**WHAT TO DO**
The required output is the line containing "Task: Transcribe the" and every line after it, transcribed exactly through the end of the data below.

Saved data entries
▶

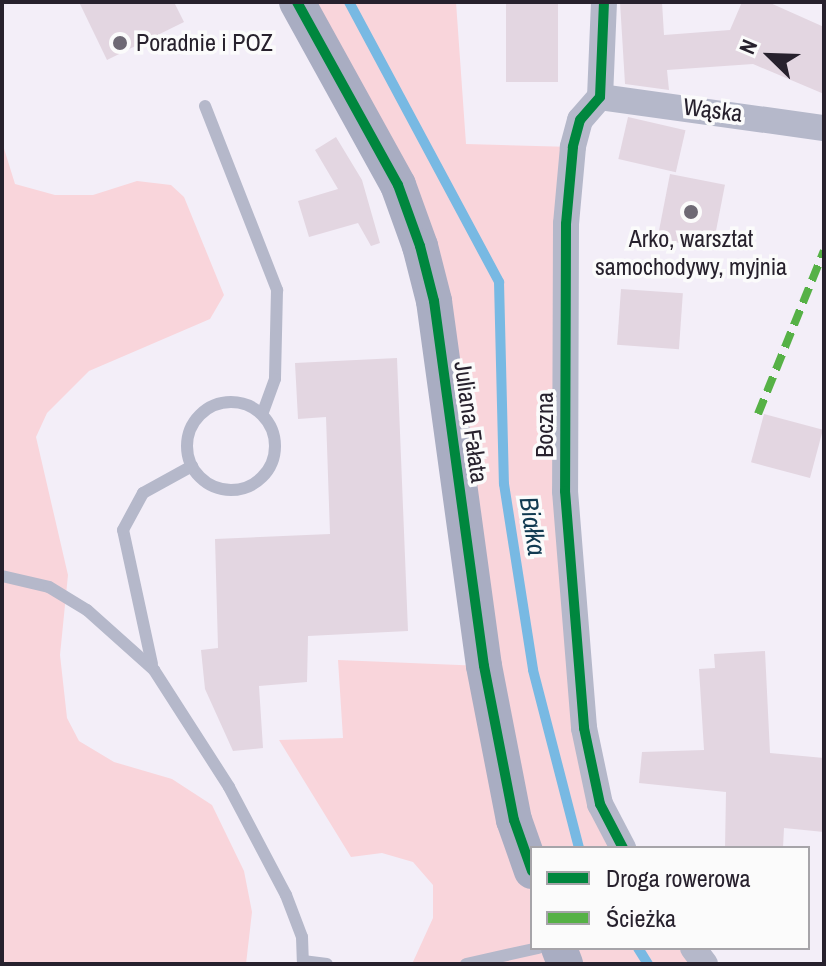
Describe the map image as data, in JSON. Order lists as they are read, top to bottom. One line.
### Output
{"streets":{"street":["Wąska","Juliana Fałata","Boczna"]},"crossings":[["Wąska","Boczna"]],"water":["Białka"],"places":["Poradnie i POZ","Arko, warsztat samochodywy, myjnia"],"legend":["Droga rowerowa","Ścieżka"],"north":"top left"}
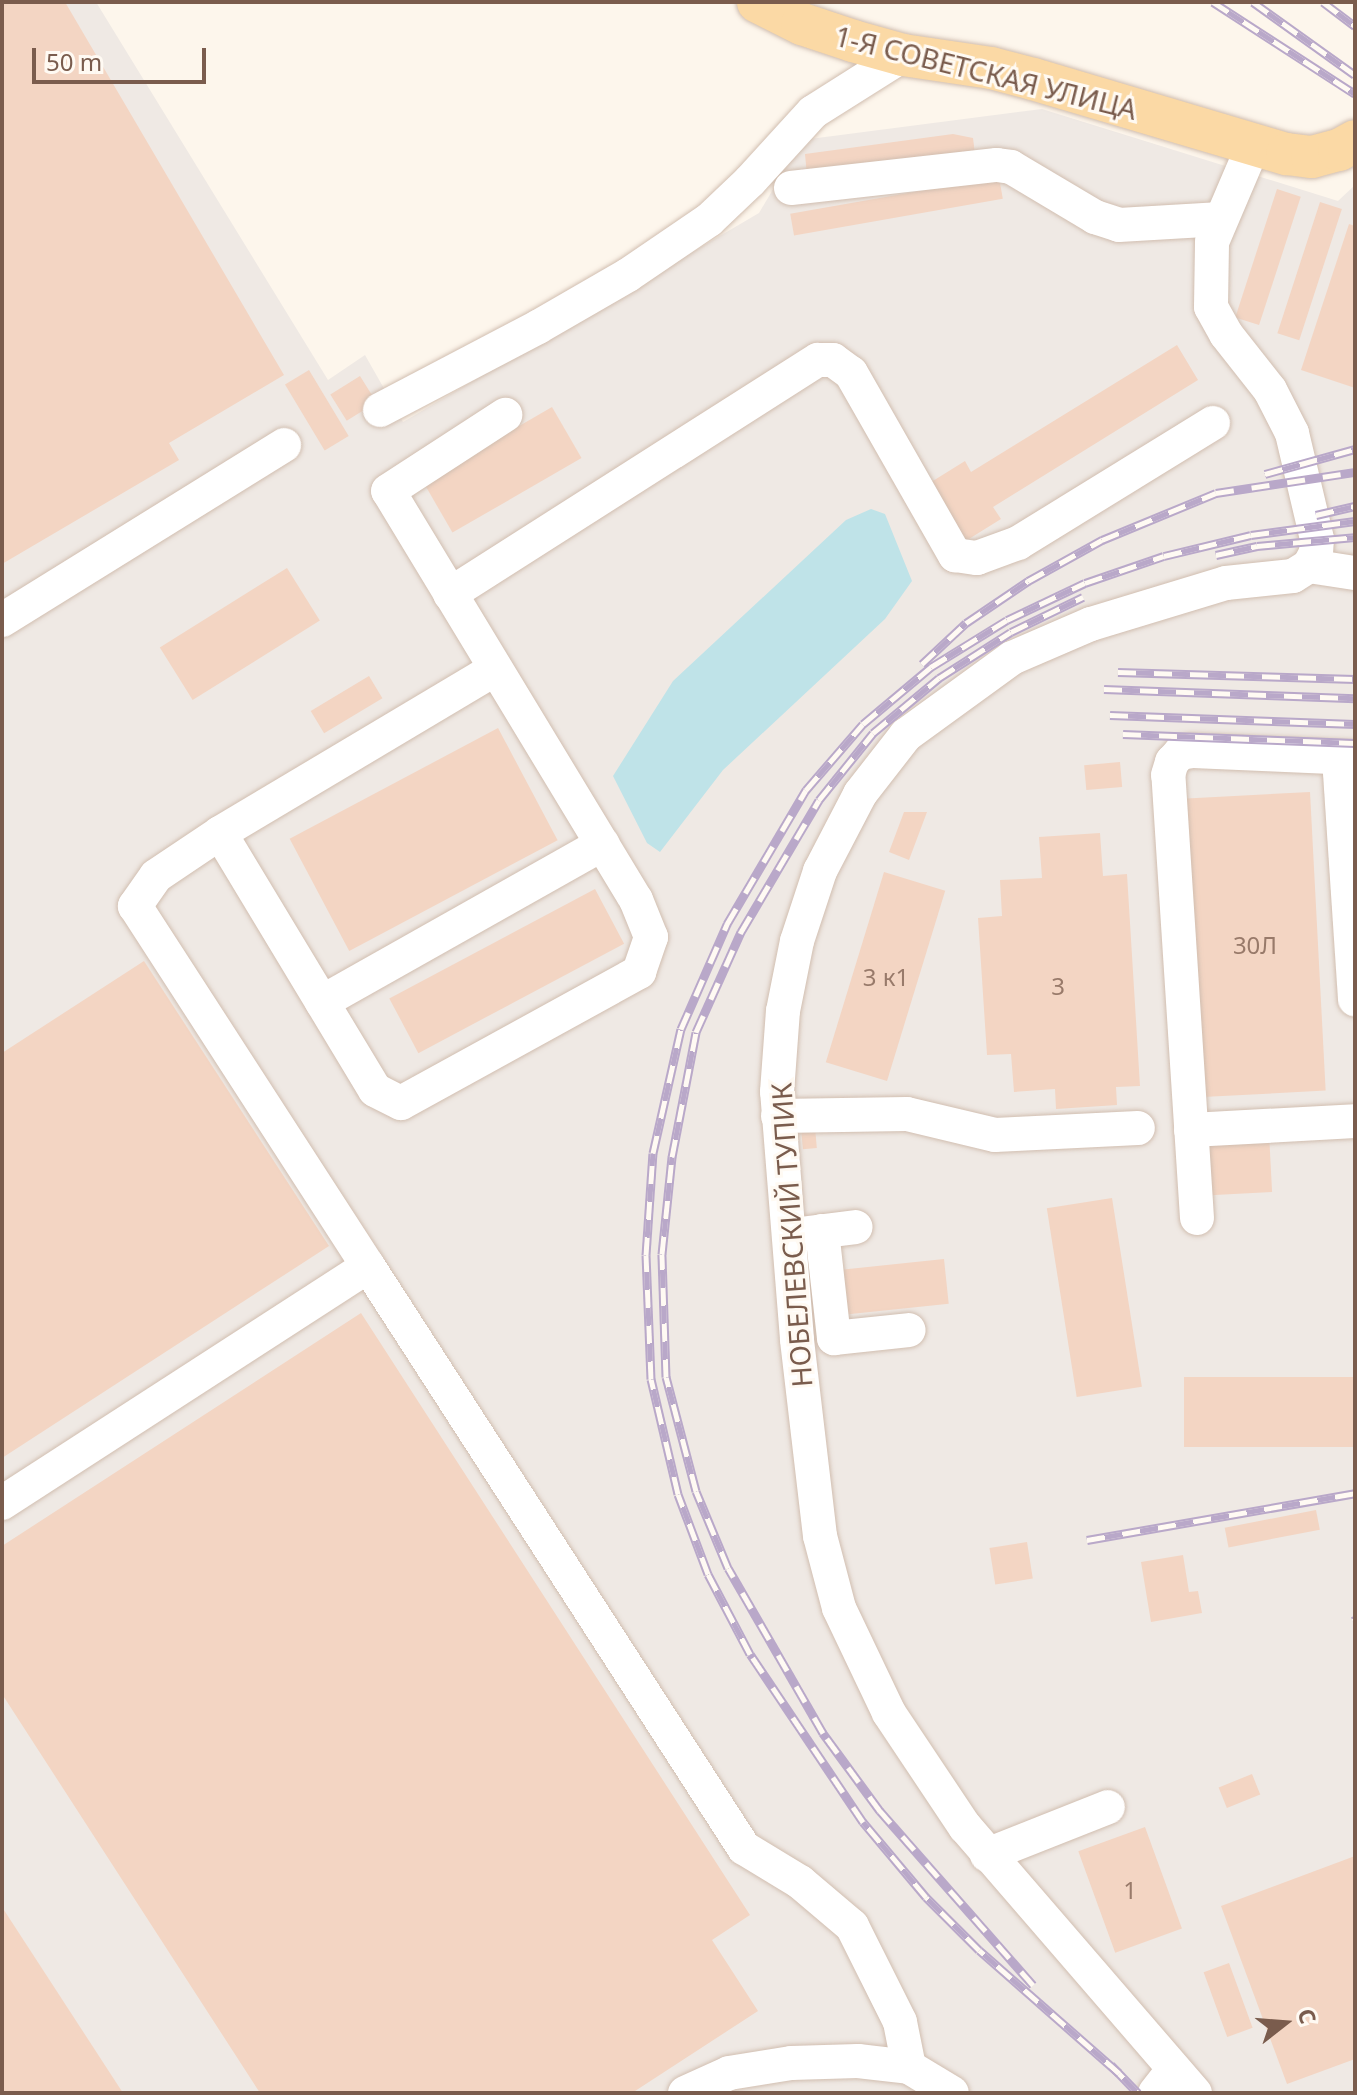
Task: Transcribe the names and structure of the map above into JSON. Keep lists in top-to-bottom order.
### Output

◀

**ANSWER BOX**
Task: Transcribe the names and structure of the map above into JSON. Keep lists in top-to-bottom order.
### Output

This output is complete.